Learn Linux 11: The Environment

Published Jan 12, 2022



The shell maintains a body of information during our shell session called the environment. Programs use the data stored in the environment to determine facts about the system’s configuration. This chapter will introduce the following commands:

  • printenv - Print part or all of the environment
  • set - Set shell options
  • export - Export environment to subsequently executed programs
  • alias - Create an alias for a command

What Is Stored In The Environment?

The shell stores two basic types of data in the environment; though, with bash, the types are largely indistinguishable. They are environment variables and shell variables. Shell variables are bits of data placed there by bash, and environment variables are everything else. In addition to variables, the shell stores some programmatic data, namely, aliases and shell functions.

Examining The Environment

To see what is stored in the environment, we can use either the set builtin in bash or the printenv program. The set command, when used without options or arguments, will display both the shell and environment variables, as well as any defined shell functions. Unlike printenv, its output is courteously sorted in alphabetical order.

[user@linux ~]$ printenv | less
[user@linux ~]$ set | less

Some Interesting Variables

Here is a list of interesting environment variables:

  • USER - Your username.
  • PWD - The current working directory.
  • SHELL - The name of your shell program.
  • OLDPWD - The previous working directory.
  • HOME - The pathname of your home directory.
  • EDITOR - The name of the program to be used for text editing.
  • LANG - Defines the character set and collation order for your language.
  • PS1 - Stands for "prompt string 1." This defines the contents of the shell prompt.
  • DISPLAY - The name of your display if you are running a graphical environment. Usually this is :0, meaning the first display generated by the X server.
  • PAGER - The name of the program to be used for paging output. This is often set to /usr/bin/less.
  • PATH - A colon-separated list of directories that are searched when you enter the name of a executable program.
  • TERM - The name of your terminal type. Unix-like systems support many terminal protocols; this variable sets the protocol to be used with your terminal emulator.
  • TZ - Specifies your time zone. Most Unix-like systems maintain the computer’s internal clock in Coordinated Universal Time (UTC) and then display the local time by applying an offset specified by this variable.

How Is The Environment Established?

When we log on to the system, the bash program starts and reads a series of configuration scripts called startup files, which define the default environment shared by all users. This is followed by more startup files in our home directory that define our personal environment. The exact sequence depends on the type of shell session being started. There are two kinds.

  • A login shell session. This is one in which we are prompted for our username and password. This happens when we start a virtual console session, for example.
  • A non-login shell session. This typically occurs when we launch a terminal session in the GUI.

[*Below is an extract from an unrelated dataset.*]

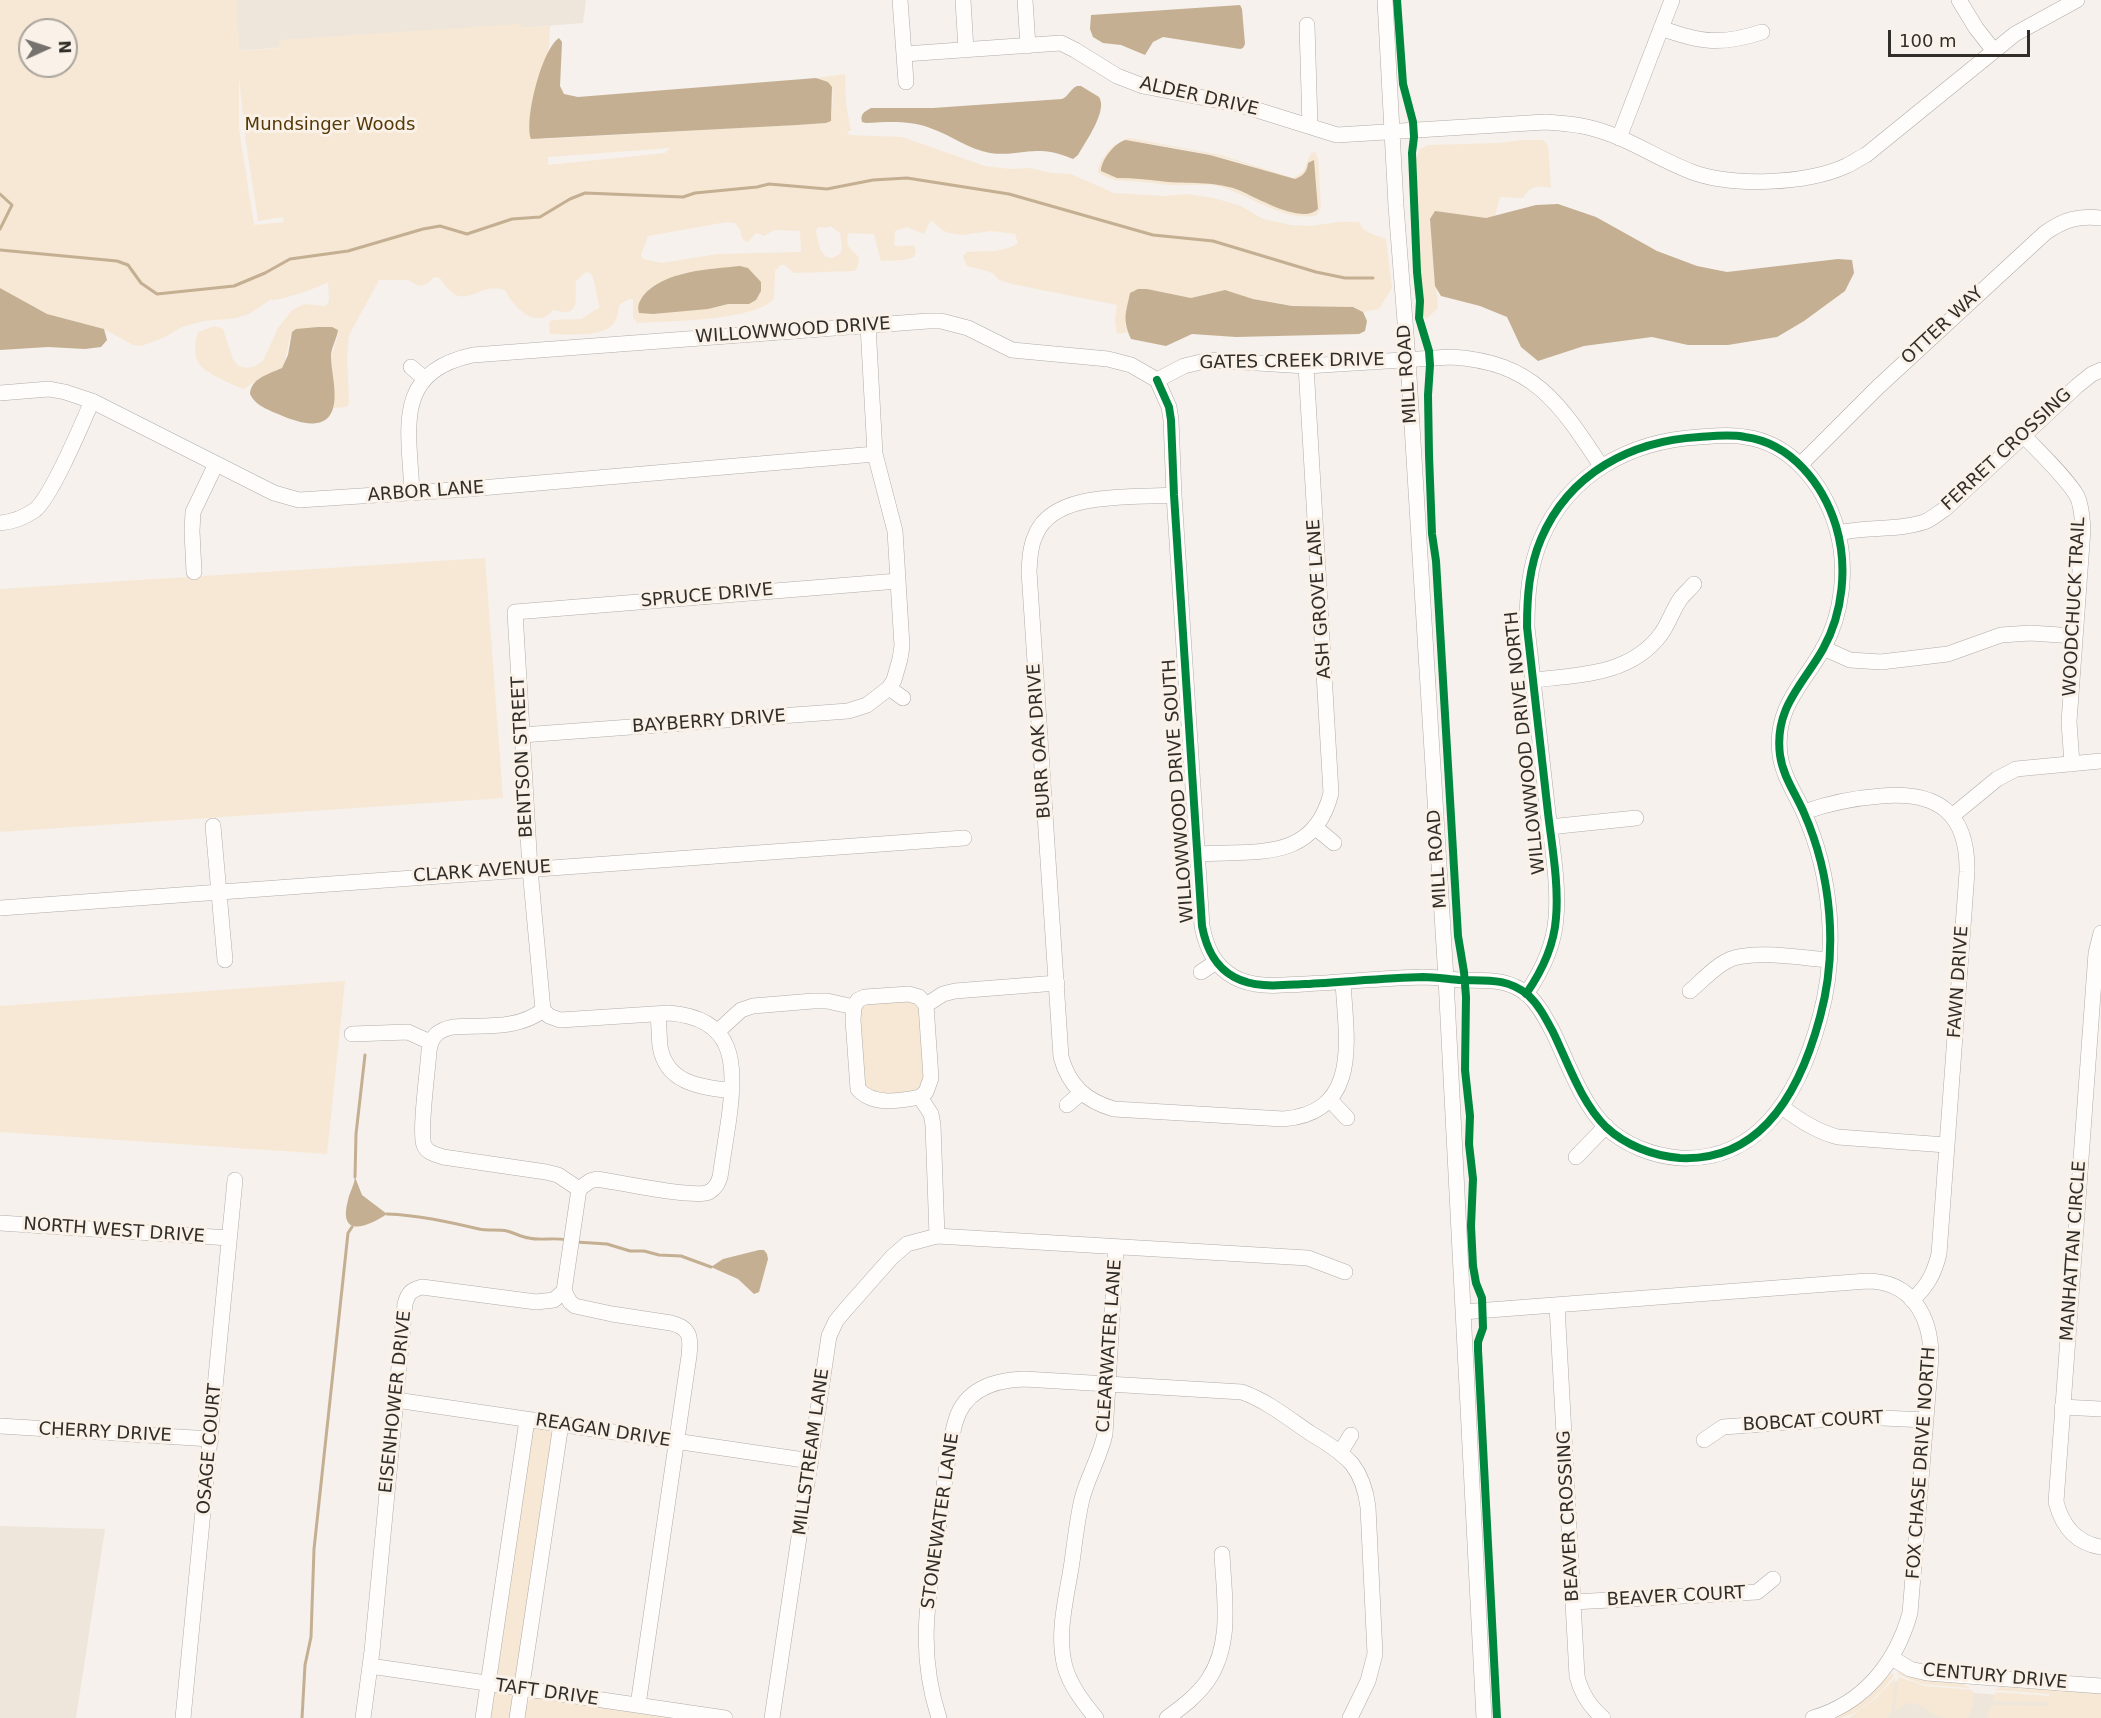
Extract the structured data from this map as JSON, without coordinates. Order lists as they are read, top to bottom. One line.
{"streets":{"street":["ALDER DRIVE","OTTER WAY","WILLOWWOOD DRIVE","GATES CREEK DRIVE","MILL ROAD","FERRET CROSSING","ARBOR LANE","SPRUCE DRIVE","ASH GROVE LANE","WOODCHUCK TRAIL","BAYBERRY DRIVE","BURR OAK DRIVE","WILLOWWOOD DRIVE NORTH","BENTSON STREET","WILLOWWOOD DRIVE SOUTH","CLARK AVENUE","FAWN DRIVE","NORTH WEST DRIVE","MANHATTAN CIRCLE","CLEARWATER LANE","EISENHOWER DRIVE","BOBCAT COURT","REAGAN DRIVE","CHERRY DRIVE","OSAGE COURT","MILLSTREAM LANE","FOX CHASE DRIVE NORTH","BEAVER CROSSING","STONEWATER LANE","BEAVER COURT","CENTURY DRIVE","TAFT DRIVE"]},"crossings":[["ALDER DRIVE","MILL ROAD"],["OTTER WAY","WILLOWWOOD DRIVE NORTH"],["WILLOWWOOD DRIVE","GATES CREEK DRIVE"],["WILLOWWOOD DRIVE","WILLOWWOOD DRIVE SOUTH"],["GATES CREEK DRIVE","MILL ROAD"],["GATES CREEK DRIVE","ASH GROVE LANE"],["GATES CREEK DRIVE","WILLOWWOOD DRIVE NORTH"],["GATES CREEK DRIVE","WILLOWWOOD DRIVE SOUTH"],["MILL ROAD","WILLOWWOOD DRIVE NORTH"],["MILL ROAD","WILLOWWOOD DRIVE SOUTH"],["MILL ROAD","FOX CHASE DRIVE NORTH"],["FERRET CROSSING","WOODCHUCK TRAIL"],["FERRET CROSSING","WILLOWWOOD DRIVE NORTH"],["SPRUCE DRIVE","BENTSON STREET"],["BAYBERRY DRIVE","BENTSON STREET"],["BURR OAK DRIVE","WILLOWWOOD DRIVE SOUTH"],["WILLOWWOOD DRIVE NORTH","WILLOWWOOD DRIVE SOUTH"],["WILLOWWOOD DRIVE NORTH","FAWN DRIVE"],["BENTSON STREET","CLARK AVENUE"],["FAWN DRIVE","FOX CHASE DRIVE NORTH"],["NORTH WEST DRIVE","OSAGE COURT"],["CLEARWATER LANE","MILLSTREAM LANE"],["CLEARWATER LANE","STONEWATER LANE"],["EISENHOWER DRIVE","REAGAN DRIVE"],["EISENHOWER DRIVE","TAFT DRIVE"],["BOBCAT COURT","FOX CHASE DRIVE NORTH"],["REAGAN DRIVE","MILLSTREAM LANE"],["CHERRY DRIVE","OSAGE COURT"],["FOX CHASE DRIVE NORTH","BEAVER CROSSING"],["FOX CHASE DRIVE NORTH","CENTURY DRIVE"],["BEAVER CROSSING","BEAVER COURT"]],"parks":["Mundsinger Woods"],"scale_bar":"100 m","north":"right"}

Here is a list of startup files for login shell sessions:

  • /etc/profile - A global configuration script that applies to all users.
  • ~/.bash_profile - A user’s personal startup file. It can be used to extend or override settings in the global configuration script.
  • ~/.bash_login - If ~/.bash_profile is not found, bash attempts to read this script.
  • ~/.profile - If neither ~/.bash_profile nor ~/.bash_login is found, bash attempts to read this file. This is the default in Debian-based distributions, such as Ubuntu.

Here is a list of startup files for non-login shell sessions:

  • /etc/bash.bashrc - A global configuration script that applies to all users.
  • ~/.bashrc - A user’s personal startup file. It can be used to extend or override settings in the global configuration script.

What Is In A Startup File?

Here is the inside of a typical .bash_profile.

# .bash_profile

# Get the aliases and functions
if [ -f ~/.bashrc ]; then
  . ~/.bashrc

# User specific environment and startup programs
export PATH

Lines that begin with a # are comments and are not read by the shell. The first interesting thing occurs on the fourth line which says "if the file ~/.bashrc exists then read the ~/.bashrc file". The next thing in our startup file has to do with the PATH variable. Ever wonder how the shell knows where to find commands when we enter them on the command line? For example, when we enter ls, the shell does not search the entire computer to find /bin/ls (the full pathname of the ls command); rather, it searches a list of directories that are contained in the PATH variable. On the ninth line PATH is modified to add the directory $HOME/bin to the end of the list. By adding the string $HOME/bin to the end of the PATH variable’s contents, the directory $HOME/bin is added to the list of directories searched when a command is entered.

Lastly, we have export PATH. The export command tells the shell to make the contents of PATH available to child processes of this shell.

Modifying The Environment

Because we know where the startup files are and what they contain, we can modify them to customize our environment. As a general rule, to add directories to your PATH or define additional environment variables, place those changes in .bash_profile (or the equivalent, according to your distribution; for example, Ubuntu uses .profile). For everything else, place the changes in .bashrc.

The changes we have made to our .bashrc will not take effect until we close our terminal session and start a new one because the .bashrc file is read only at the beginning of a session. However, we can force bash to reread the modified .bashrc file with the following command.

[user@linux ~]$ source ~/.bashrc


In this chapter we learned about the environments, where they are stored, and how to modify them.